In the records below, find each line with the word "labels" and copy it.

* [Material for this exercise]:
——————————

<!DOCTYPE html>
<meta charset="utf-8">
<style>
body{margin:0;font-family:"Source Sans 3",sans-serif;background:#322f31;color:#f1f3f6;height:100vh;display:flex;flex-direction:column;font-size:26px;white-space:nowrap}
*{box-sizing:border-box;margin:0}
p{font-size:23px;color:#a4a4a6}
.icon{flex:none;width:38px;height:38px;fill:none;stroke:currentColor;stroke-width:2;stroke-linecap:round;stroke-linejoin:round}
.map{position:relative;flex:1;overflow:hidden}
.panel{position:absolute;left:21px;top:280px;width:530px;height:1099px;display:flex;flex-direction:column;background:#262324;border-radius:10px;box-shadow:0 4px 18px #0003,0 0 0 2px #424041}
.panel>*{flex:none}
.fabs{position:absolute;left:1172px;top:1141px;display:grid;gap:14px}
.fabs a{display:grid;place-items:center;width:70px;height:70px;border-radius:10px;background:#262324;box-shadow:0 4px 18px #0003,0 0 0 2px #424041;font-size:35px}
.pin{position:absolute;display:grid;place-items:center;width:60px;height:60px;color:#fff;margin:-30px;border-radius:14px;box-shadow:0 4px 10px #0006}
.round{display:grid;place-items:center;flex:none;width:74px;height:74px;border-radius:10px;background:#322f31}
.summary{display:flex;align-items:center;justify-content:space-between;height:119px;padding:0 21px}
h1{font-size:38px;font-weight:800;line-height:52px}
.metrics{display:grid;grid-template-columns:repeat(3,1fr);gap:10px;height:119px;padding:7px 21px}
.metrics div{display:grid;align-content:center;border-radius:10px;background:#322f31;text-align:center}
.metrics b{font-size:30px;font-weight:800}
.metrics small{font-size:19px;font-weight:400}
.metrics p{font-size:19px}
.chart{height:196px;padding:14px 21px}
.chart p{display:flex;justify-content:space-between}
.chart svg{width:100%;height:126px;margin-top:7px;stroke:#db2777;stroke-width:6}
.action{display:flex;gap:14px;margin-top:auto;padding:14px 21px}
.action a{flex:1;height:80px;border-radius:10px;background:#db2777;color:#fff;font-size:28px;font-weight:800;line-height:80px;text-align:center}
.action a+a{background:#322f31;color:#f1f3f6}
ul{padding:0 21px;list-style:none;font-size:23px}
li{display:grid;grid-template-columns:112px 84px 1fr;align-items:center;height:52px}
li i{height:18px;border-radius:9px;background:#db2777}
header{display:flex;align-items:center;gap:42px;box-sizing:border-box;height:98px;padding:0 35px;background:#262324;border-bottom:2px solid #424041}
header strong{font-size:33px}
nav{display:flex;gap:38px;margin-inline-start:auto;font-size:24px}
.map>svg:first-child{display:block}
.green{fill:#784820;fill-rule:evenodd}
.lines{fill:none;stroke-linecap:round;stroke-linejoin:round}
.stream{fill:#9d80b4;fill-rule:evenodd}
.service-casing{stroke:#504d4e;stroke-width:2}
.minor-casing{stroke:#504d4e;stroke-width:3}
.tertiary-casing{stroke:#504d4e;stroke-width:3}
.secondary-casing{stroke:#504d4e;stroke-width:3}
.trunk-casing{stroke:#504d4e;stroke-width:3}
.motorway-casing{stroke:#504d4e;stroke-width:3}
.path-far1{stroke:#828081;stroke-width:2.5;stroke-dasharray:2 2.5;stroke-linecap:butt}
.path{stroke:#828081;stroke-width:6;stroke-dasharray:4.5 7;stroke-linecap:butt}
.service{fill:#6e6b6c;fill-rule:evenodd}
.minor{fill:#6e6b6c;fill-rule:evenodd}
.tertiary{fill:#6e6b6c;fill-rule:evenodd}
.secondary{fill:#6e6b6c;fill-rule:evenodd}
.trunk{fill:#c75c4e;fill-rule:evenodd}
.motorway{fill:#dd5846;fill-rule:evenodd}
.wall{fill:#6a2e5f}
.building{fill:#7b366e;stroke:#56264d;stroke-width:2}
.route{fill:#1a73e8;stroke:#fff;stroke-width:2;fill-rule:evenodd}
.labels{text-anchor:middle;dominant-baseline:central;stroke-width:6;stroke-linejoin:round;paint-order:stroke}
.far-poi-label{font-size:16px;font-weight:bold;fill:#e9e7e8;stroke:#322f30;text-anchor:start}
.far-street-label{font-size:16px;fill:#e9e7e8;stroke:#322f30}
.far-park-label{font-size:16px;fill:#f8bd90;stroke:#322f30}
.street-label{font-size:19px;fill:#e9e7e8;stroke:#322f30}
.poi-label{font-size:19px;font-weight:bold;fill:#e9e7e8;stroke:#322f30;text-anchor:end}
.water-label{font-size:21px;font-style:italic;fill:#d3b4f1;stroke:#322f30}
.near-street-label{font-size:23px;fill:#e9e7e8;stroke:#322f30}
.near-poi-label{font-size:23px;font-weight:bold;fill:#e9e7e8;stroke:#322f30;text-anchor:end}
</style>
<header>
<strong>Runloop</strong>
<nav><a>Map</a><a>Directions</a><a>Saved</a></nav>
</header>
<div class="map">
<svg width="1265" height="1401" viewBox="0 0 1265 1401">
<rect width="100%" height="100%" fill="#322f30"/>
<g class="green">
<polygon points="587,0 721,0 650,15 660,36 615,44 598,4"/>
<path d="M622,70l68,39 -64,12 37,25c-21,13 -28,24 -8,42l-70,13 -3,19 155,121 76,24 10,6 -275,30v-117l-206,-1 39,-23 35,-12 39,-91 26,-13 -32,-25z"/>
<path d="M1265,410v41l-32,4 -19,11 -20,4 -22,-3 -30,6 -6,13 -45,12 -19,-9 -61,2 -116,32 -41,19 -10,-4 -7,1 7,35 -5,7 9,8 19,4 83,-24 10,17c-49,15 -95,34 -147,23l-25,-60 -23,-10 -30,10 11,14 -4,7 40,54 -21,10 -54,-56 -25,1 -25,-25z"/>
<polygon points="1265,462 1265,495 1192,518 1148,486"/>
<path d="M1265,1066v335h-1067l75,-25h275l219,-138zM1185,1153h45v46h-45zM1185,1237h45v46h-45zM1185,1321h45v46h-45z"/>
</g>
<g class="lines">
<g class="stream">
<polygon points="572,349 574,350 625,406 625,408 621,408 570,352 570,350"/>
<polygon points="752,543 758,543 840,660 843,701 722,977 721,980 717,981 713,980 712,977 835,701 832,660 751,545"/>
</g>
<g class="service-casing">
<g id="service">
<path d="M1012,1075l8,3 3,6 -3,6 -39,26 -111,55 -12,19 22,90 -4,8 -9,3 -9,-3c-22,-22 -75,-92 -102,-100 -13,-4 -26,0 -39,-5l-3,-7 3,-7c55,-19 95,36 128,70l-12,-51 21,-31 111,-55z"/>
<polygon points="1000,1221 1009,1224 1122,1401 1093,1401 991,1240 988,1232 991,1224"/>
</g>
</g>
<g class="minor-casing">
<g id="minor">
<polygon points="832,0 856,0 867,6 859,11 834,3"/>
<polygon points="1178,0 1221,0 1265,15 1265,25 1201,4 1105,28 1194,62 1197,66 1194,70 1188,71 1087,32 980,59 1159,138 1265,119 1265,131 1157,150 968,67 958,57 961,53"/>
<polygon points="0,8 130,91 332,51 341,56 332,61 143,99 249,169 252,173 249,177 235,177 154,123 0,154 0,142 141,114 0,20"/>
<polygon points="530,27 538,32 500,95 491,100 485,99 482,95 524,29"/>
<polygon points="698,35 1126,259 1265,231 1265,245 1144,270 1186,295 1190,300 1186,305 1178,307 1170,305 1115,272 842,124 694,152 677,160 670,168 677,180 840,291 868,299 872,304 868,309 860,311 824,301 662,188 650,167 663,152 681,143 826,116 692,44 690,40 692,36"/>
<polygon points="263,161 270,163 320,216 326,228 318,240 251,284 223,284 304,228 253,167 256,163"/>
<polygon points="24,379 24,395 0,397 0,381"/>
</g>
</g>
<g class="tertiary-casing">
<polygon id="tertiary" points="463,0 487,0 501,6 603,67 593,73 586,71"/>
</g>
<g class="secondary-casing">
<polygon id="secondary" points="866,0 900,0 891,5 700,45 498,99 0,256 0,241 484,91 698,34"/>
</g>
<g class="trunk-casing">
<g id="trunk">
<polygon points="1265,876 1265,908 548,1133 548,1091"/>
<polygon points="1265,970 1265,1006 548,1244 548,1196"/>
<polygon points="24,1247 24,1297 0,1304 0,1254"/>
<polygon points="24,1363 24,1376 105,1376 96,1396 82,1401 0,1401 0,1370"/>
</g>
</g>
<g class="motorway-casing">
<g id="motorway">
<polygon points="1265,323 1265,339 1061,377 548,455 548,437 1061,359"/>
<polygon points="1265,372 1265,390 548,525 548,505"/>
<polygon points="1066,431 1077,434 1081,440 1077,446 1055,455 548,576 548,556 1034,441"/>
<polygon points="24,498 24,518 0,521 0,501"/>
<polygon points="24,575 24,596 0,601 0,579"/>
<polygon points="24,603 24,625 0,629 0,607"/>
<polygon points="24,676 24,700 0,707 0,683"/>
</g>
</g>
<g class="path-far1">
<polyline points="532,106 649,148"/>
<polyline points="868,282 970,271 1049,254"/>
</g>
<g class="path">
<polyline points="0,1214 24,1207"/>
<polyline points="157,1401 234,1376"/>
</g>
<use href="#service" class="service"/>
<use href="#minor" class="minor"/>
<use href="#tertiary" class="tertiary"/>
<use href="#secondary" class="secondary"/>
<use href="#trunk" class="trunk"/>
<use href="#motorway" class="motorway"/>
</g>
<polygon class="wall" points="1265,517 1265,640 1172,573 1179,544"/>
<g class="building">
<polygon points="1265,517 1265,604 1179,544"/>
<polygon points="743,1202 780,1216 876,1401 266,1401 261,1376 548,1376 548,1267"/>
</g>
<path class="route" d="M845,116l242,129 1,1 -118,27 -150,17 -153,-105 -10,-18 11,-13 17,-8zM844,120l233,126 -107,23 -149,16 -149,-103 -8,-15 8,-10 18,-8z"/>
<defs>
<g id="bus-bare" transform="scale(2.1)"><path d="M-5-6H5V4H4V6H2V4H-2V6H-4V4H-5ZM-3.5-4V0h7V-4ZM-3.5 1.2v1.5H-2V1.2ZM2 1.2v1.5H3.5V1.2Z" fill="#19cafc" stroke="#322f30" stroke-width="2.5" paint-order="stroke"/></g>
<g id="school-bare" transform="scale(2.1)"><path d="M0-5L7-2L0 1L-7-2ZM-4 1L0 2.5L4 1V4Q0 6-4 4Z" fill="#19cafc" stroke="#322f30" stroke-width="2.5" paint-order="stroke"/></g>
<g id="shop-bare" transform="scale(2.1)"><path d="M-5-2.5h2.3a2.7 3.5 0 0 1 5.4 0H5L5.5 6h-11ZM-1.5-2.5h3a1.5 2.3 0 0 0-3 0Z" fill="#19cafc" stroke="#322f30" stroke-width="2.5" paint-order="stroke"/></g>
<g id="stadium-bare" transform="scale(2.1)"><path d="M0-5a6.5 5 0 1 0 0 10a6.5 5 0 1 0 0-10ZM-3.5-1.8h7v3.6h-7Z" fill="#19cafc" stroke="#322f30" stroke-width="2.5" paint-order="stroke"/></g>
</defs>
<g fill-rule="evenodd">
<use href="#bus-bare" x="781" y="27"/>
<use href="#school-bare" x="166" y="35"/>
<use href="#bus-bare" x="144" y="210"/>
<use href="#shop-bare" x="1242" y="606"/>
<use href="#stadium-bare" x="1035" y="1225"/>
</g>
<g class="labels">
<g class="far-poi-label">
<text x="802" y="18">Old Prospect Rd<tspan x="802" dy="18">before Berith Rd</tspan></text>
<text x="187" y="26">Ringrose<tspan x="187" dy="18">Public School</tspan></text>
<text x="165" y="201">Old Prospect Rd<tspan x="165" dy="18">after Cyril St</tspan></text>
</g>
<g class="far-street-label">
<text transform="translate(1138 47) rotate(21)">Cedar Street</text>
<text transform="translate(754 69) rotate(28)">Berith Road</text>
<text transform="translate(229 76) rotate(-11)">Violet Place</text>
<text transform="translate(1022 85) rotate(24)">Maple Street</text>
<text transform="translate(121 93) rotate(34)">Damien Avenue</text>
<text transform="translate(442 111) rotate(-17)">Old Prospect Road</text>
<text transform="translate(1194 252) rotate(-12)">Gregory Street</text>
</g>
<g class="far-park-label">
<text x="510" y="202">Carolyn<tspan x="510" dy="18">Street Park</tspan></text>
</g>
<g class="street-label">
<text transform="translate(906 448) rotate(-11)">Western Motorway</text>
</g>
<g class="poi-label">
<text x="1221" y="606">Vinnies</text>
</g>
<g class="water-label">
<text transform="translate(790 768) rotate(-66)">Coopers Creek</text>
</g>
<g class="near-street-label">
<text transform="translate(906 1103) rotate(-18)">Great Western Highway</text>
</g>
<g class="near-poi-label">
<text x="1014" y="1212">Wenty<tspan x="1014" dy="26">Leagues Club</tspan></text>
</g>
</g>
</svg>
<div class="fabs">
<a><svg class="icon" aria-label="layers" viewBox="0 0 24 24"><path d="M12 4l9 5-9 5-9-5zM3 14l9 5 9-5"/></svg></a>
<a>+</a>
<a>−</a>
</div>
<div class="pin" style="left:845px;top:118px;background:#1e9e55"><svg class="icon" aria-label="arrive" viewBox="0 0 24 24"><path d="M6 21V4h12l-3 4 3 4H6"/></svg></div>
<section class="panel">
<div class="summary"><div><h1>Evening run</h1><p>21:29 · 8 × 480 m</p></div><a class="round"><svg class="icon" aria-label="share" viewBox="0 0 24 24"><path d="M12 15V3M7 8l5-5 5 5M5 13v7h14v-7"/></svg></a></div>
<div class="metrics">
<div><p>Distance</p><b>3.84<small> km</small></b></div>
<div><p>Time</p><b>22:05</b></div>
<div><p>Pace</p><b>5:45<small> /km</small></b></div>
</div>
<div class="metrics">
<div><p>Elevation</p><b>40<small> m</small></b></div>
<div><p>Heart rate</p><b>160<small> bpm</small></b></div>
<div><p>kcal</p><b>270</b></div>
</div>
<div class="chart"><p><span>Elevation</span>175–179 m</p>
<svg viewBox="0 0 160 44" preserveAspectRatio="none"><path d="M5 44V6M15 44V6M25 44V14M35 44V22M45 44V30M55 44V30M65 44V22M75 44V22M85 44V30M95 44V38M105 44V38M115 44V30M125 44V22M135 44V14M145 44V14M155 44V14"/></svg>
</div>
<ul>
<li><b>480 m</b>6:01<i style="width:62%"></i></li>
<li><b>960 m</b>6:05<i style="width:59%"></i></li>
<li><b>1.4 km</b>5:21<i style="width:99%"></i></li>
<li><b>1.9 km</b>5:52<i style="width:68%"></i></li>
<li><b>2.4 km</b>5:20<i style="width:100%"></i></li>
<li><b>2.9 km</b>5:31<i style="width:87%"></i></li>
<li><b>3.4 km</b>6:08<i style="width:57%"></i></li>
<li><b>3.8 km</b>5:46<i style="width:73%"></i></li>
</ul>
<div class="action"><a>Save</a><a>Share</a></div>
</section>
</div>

——————————

* [Answer to the problem]:
.labels{text-anchor:middle;dominant-baseline:central;stroke-width:6;stroke-linejoin:round;paint-order:stroke}
<g class="labels">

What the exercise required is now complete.